§ Required work
Restate the entries below exactly, and keep all images out of the answer.
━━━━━ Provided data
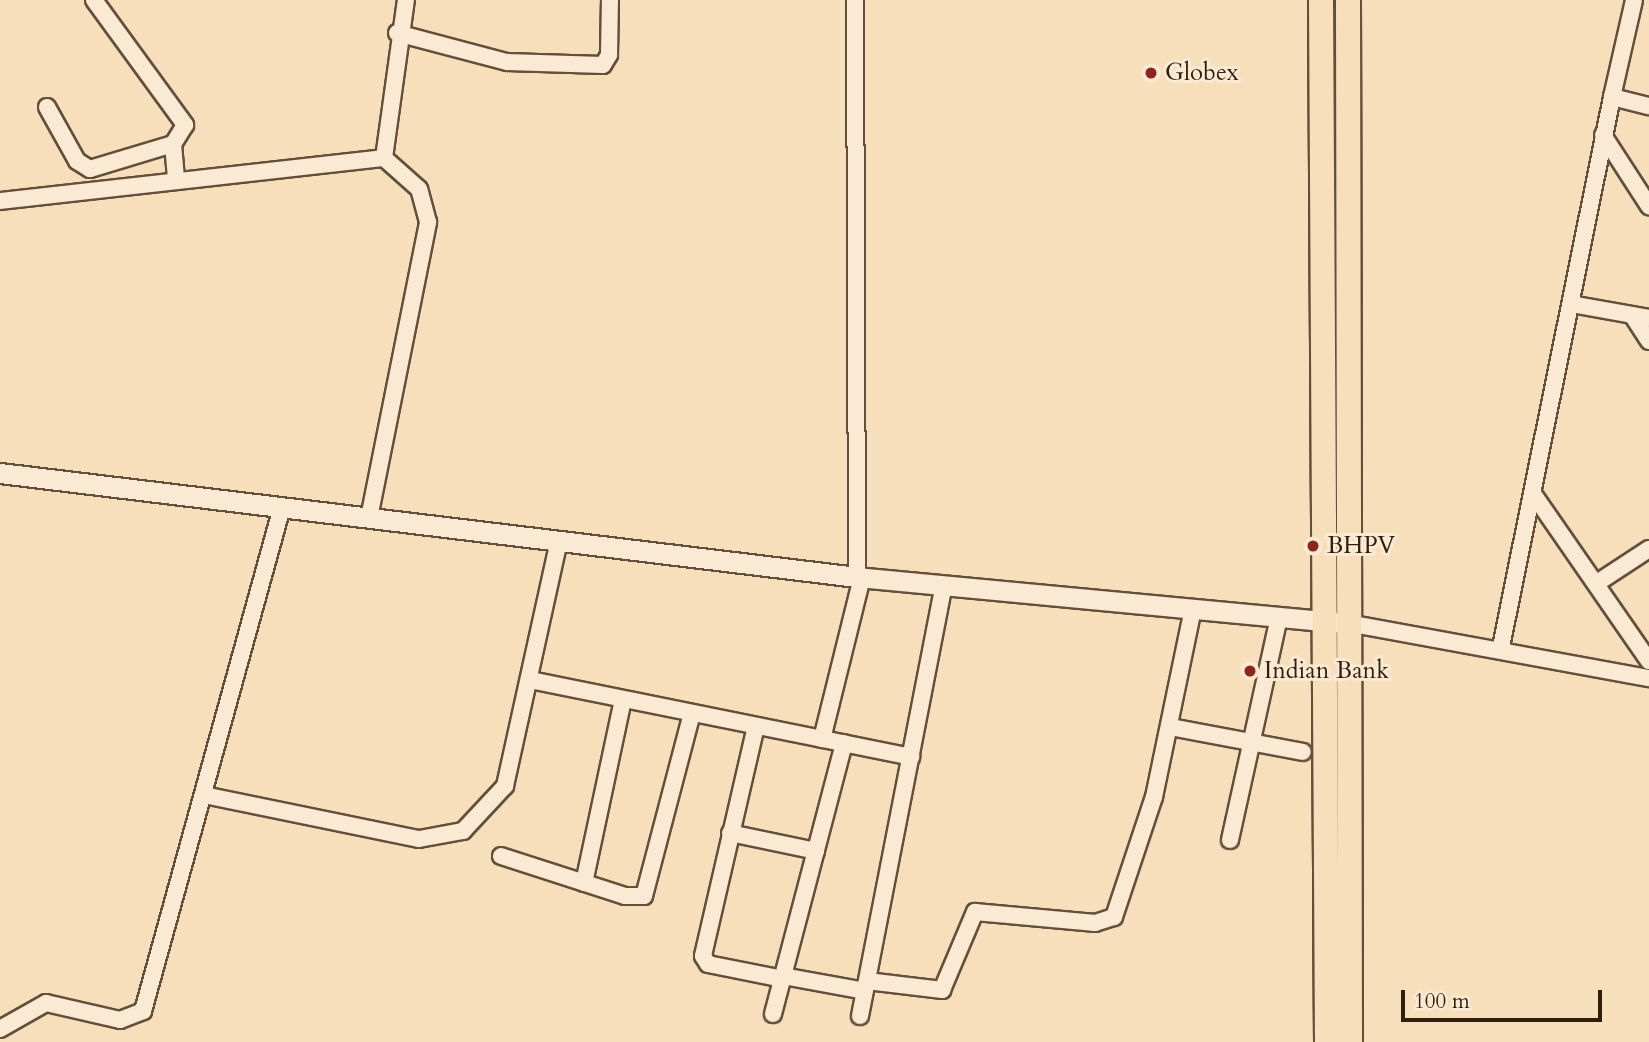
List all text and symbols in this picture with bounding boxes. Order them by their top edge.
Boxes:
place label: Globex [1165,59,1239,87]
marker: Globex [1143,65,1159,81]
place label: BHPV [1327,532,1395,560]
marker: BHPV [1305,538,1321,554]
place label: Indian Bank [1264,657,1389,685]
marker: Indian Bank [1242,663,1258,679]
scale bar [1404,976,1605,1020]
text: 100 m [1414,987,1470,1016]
━━━━━━━━━━
§ Solution to this task
List all text and symbols in this picture with bounding boxes. Order them by their top edge.
Boxes:
place label: Globex [1165,59,1239,87]
marker: Globex [1143,65,1159,81]
place label: BHPV [1327,532,1395,560]
marker: BHPV [1305,538,1321,554]
place label: Indian Bank [1264,657,1389,685]
marker: Indian Bank [1242,663,1258,679]
scale bar [1404,976,1605,1020]
text: 100 m [1414,987,1470,1016]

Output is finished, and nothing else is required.